### Available data:
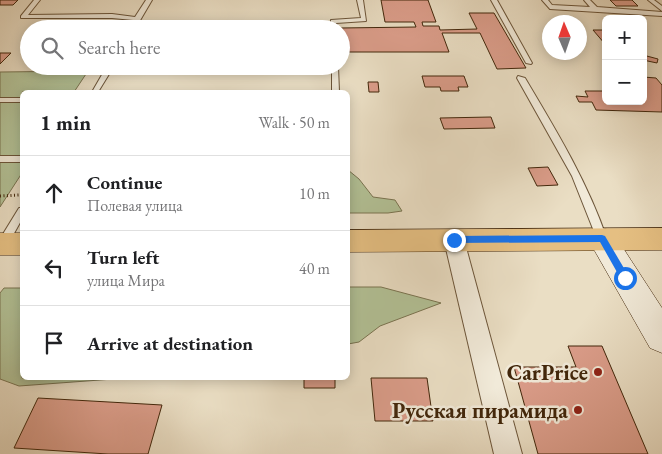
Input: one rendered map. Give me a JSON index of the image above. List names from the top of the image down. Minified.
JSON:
{"places":["CarPrice","Русская пирамида"],"north":"top","page":{"map_buttons":["+","−"],"search":"Search here","heading":["1 min","Walk · 50 m"],"list":[["Continue","Полевая улица","10 m"],["Turn left","улица Мира","40 m"],"Arrive at destination"]}}
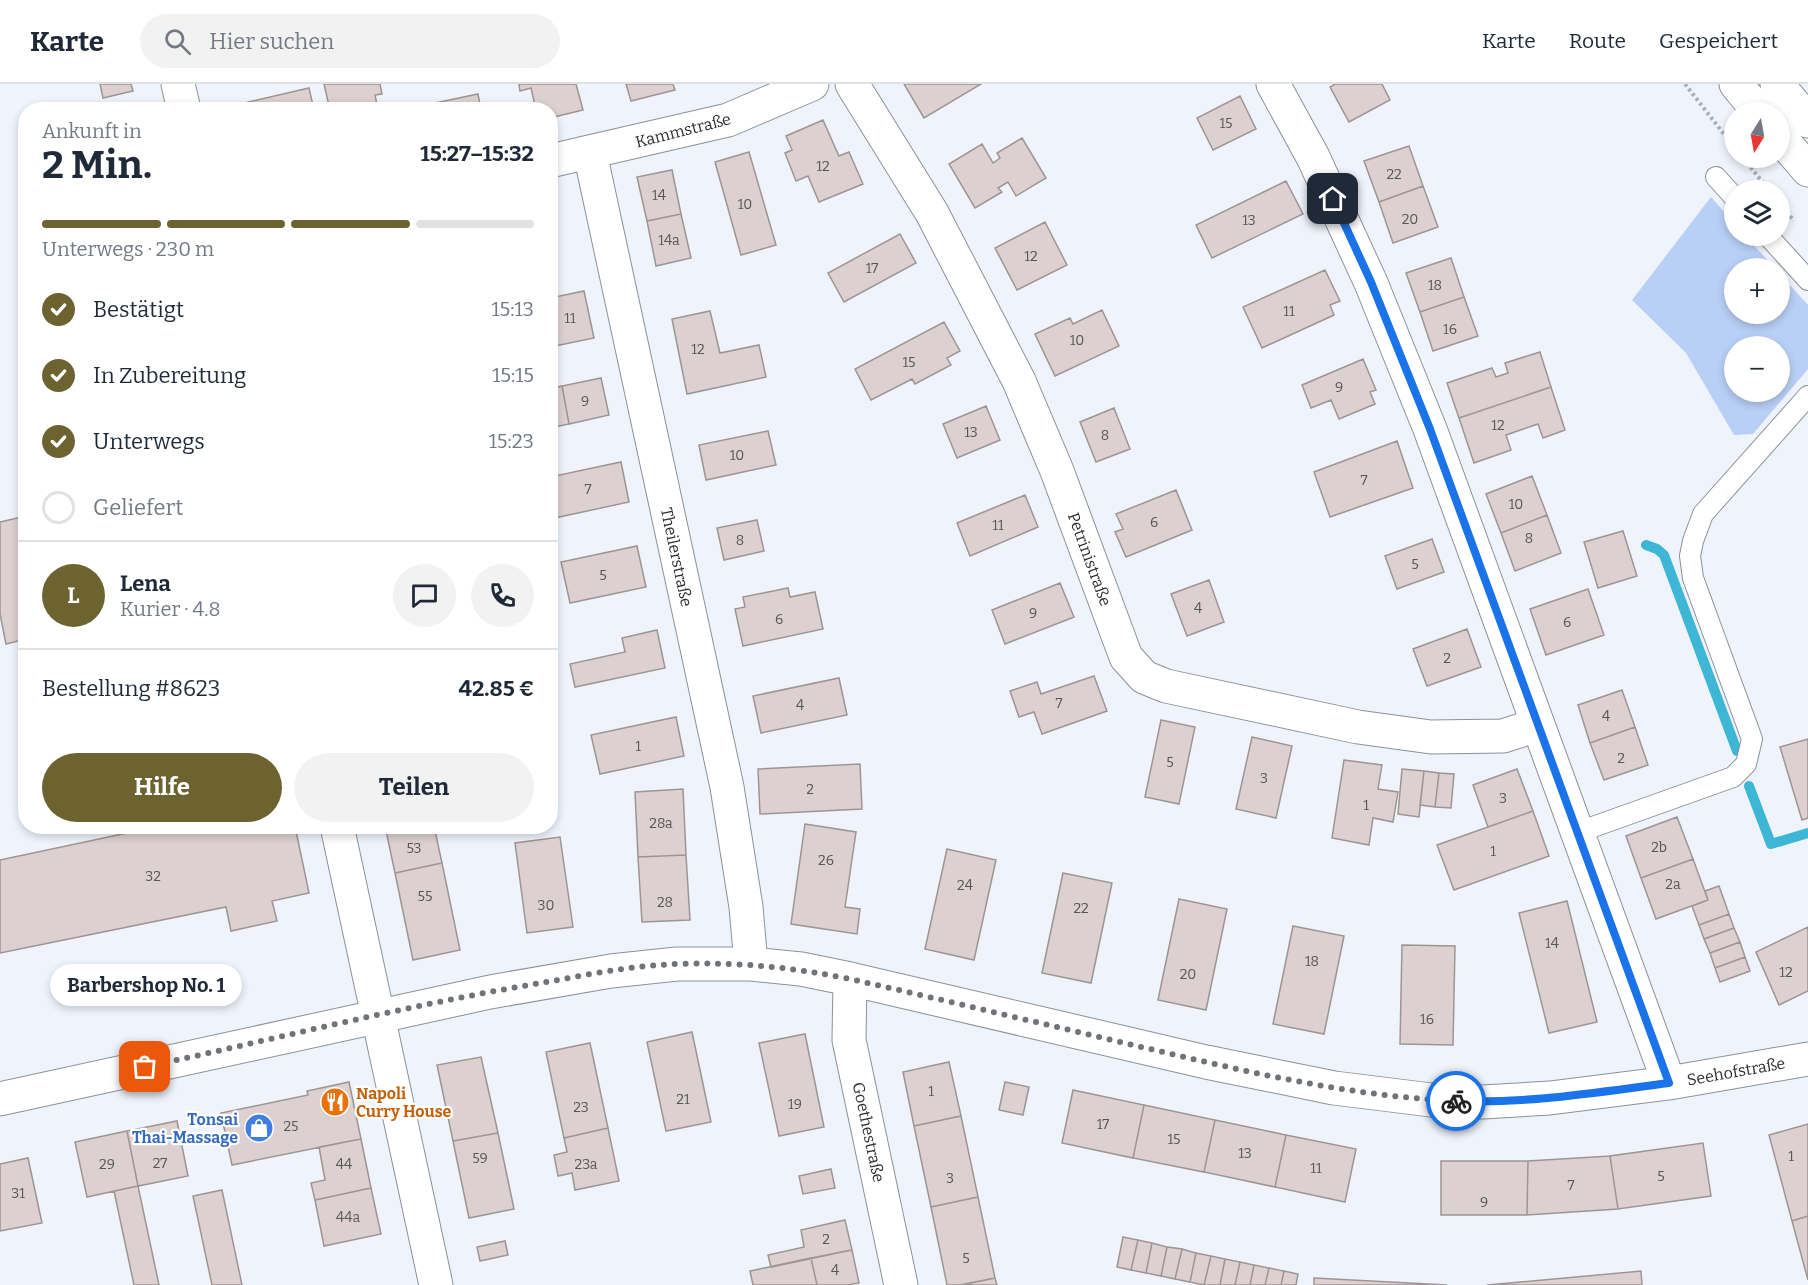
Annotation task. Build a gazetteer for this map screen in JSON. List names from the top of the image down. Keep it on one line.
{"streets":{"street":["Kammstraße","Theilerstraße","Petrinistraße","Seehofstraße","Goethestraße"]},"crossings":[["Kammstraße","Theilerstraße"],["Theilerstraße","Seehofstraße"],["Seehofstraße","Goethestraße"]],"places":{"other":["Barbershop No. 1"],"restaurant":["Napoli Curry House"],"shop":["Tonsai Thai-Massage"]},"house_numbers":["15","12","22","14","10","20","13","14a","12","17","18","11","11","16","10","12","15","9","9","12","13","8","10","7","7","10","6","11","8","8","5","5","4","9","6","6","2","7","4","4","1","2","5","3","2","3","1","28a","2b","53","1","26","32","2a","24","55","28","30","22","14","18","12","20","16","1","21","19","23","17","25","15","13","1","59","27","29","44","23a","11","5","3","7","31","9","44a","2","5","4"],"north":"bottom","page":{"header":"Karte","search":"Hier suchen","nav":["Karte","Route","Gespeichert"],"map_buttons":["+","−"],"heading":["2 Min.","Ankunft in","15:27–15:32"],"panel":["Lena","Kurier · 4.8","Bestellung #8623","42.85 €"],"bar":"Unterwegs · 230 m","list":[["Bestätigt","15:13"],["In Zubereitung","15:15"],["Unterwegs","15:23"],"Geliefert"],"round":"L","buttons":["Hilfe","Teilen"],"bubble":"Barbershop No. 1"}}
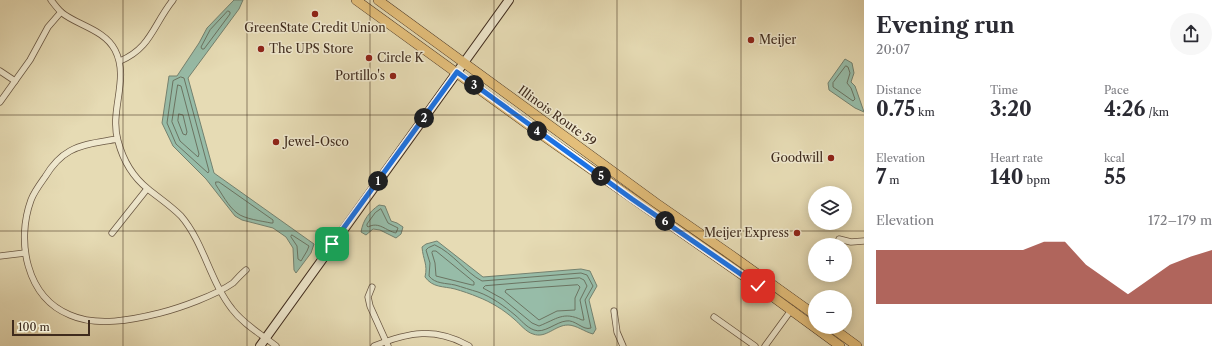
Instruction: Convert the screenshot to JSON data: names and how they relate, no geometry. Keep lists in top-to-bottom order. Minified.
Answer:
{"streets":{"main road":["Illinois Route 59"]},"places":["GreenState Credit Union","Meijer","The UPS Store","Circle K","Portillo's","Jewel-Osco","Goodwill","Meijer Express"],"scale_bar":"100 m","page":{"heading":["Evening run","20:07"],"stats":[["Distance","0.75 km"],["Time","3:20"],["Pace","4:26 /km"],["Elevation","7 m"],["Heart rate","140 bpm"],["kcal","55"]],"pins":["3","2","4","5","1","6"],"map_buttons":["+","−"],"chart":["Elevation","172–179 m"],"scale":"100 m"}}
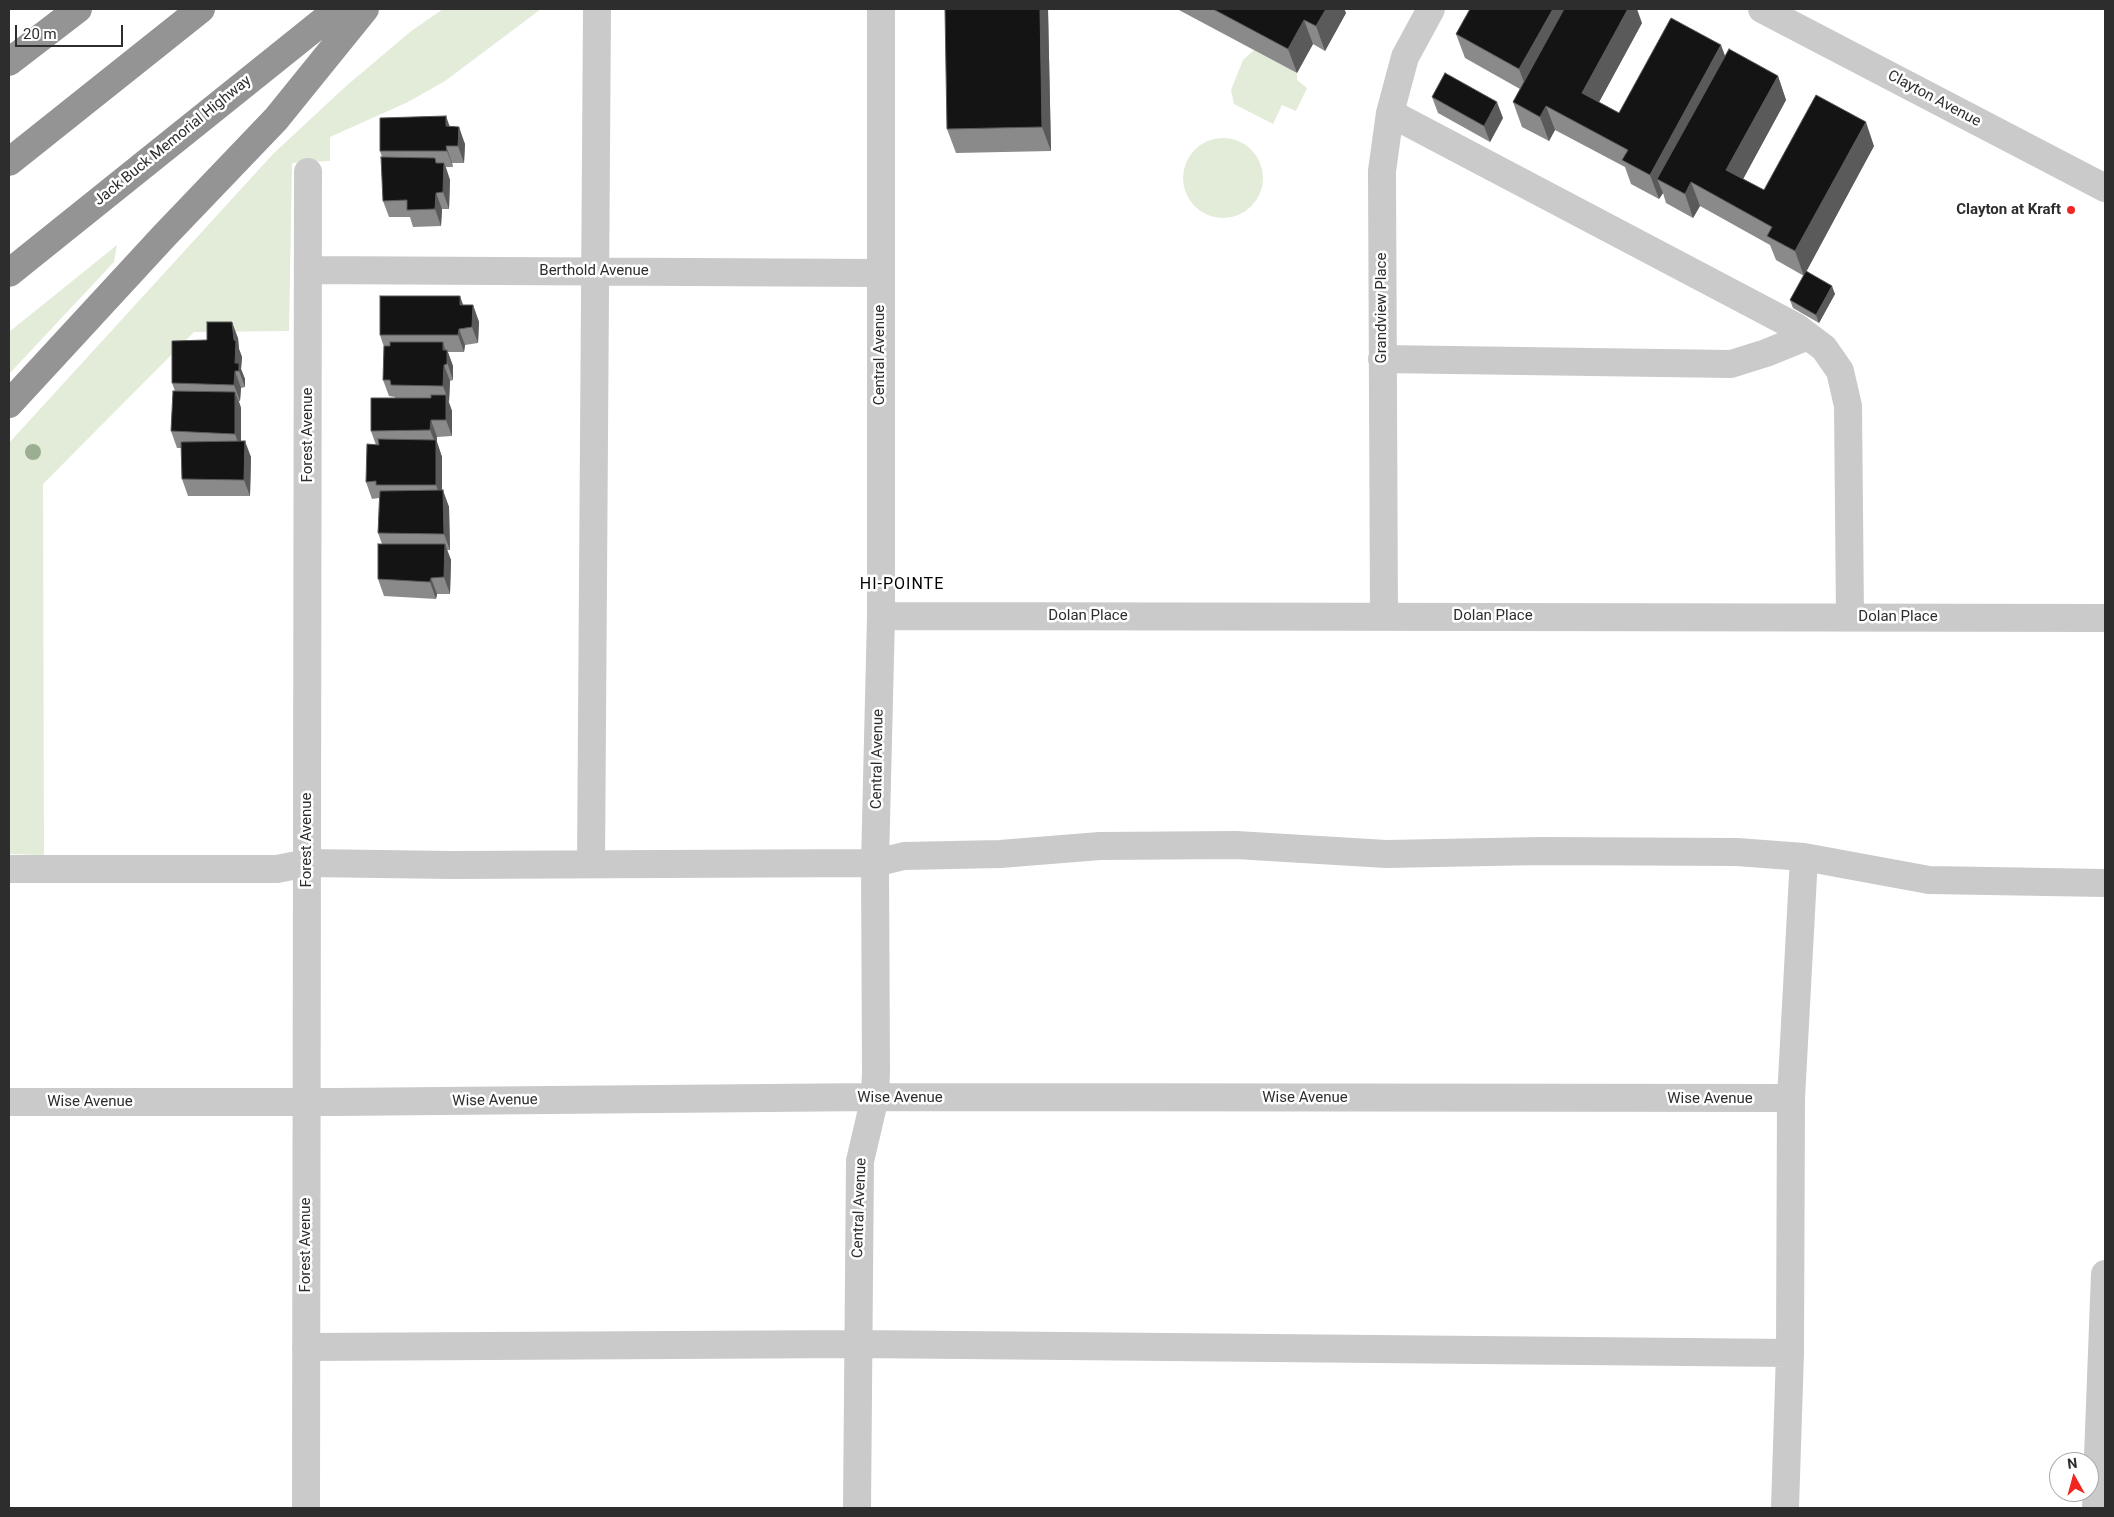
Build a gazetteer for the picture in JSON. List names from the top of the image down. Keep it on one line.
{"streets":{"highway":["Jack Buck Memorial Highway"],"street":["Clayton Avenue","Berthold Avenue","Grandview Place","Central Avenue","Forest Avenue","Dolan Place","Wise Avenue"]},"crossings":[["Berthold Avenue","Central Avenue"],["Berthold Avenue","Forest Avenue"],["Grandview Place","Dolan Place"],["Central Avenue","Dolan Place"],["Central Avenue","Wise Avenue"],["Forest Avenue","Wise Avenue"]],"districts":["HI-POINTE"],"places":["Clayton at Kraft"],"scale_bar":"20 m","north":"top"}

### The task:
Without any of the pictures, set the entries down again exactly as written.

### Your solution:
Input: one rendered map. Give me a JSON index of the image above. List names from the top of the image down. Minified.
JSON:
{"places":["CarPrice","Русская пирамида"],"north":"top","page":{"map_buttons":["+","−"],"search":"Search here","heading":["1 min","Walk · 50 m"],"list":[["Continue","Полевая улица","10 m"],["Turn left","улица Мира","40 m"],"Arrive at destination"]}}
Annotation task. Build a gazetteer for this map screen in JSON. List names from the top of the image down. Keep it on one line.
{"streets":{"street":["Kammstraße","Theilerstraße","Petrinistraße","Seehofstraße","Goethestraße"]},"crossings":[["Kammstraße","Theilerstraße"],["Theilerstraße","Seehofstraße"],["Seehofstraße","Goethestraße"]],"places":{"other":["Barbershop No. 1"],"restaurant":["Napoli Curry House"],"shop":["Tonsai Thai-Massage"]},"house_numbers":["15","12","22","14","10","20","13","14a","12","17","18","11","11","16","10","12","15","9","9","12","13","8","10","7","7","10","6","11","8","8","5","5","4","9","6","6","2","7","4","4","1","2","5","3","2","3","1","28a","2b","53","1","26","32","2a","24","55","28","30","22","14","18","12","20","16","1","21","19","23","17","25","15","13","1","59","27","29","44","23a","11","5","3","7","31","9","44a","2","5","4"],"north":"bottom","page":{"header":"Karte","search":"Hier suchen","nav":["Karte","Route","Gespeichert"],"map_buttons":["+","−"],"heading":["2 Min.","Ankunft in","15:27–15:32"],"panel":["Lena","Kurier · 4.8","Bestellung #8623","42.85 €"],"bar":"Unterwegs · 230 m","list":[["Bestätigt","15:13"],["In Zubereitung","15:15"],["Unterwegs","15:23"],"Geliefert"],"round":"L","buttons":["Hilfe","Teilen"],"bubble":"Barbershop No. 1"}}
Instruction: Convert the screenshot to JSON data: names and how they relate, no geometry. Keep lists in top-to-bottom order. Minified.
Answer:
{"streets":{"main road":["Illinois Route 59"]},"places":["GreenState Credit Union","Meijer","The UPS Store","Circle K","Portillo's","Jewel-Osco","Goodwill","Meijer Express"],"scale_bar":"100 m","page":{"heading":["Evening run","20:07"],"stats":[["Distance","0.75 km"],["Time","3:20"],["Pace","4:26 /km"],["Elevation","7 m"],["Heart rate","140 bpm"],["kcal","55"]],"pins":["3","2","4","5","1","6"],"map_buttons":["+","−"],"chart":["Elevation","172–179 m"],"scale":"100 m"}}
Build a gazetteer for the picture in JSON. List names from the top of the image down. Keep it on one line.
{"streets":{"highway":["Jack Buck Memorial Highway"],"street":["Clayton Avenue","Berthold Avenue","Grandview Place","Central Avenue","Forest Avenue","Dolan Place","Wise Avenue"]},"crossings":[["Berthold Avenue","Central Avenue"],["Berthold Avenue","Forest Avenue"],["Grandview Place","Dolan Place"],["Central Avenue","Dolan Place"],["Central Avenue","Wise Avenue"],["Forest Avenue","Wise Avenue"]],"districts":["HI-POINTE"],"places":["Clayton at Kraft"],"scale_bar":"20 m","north":"top"}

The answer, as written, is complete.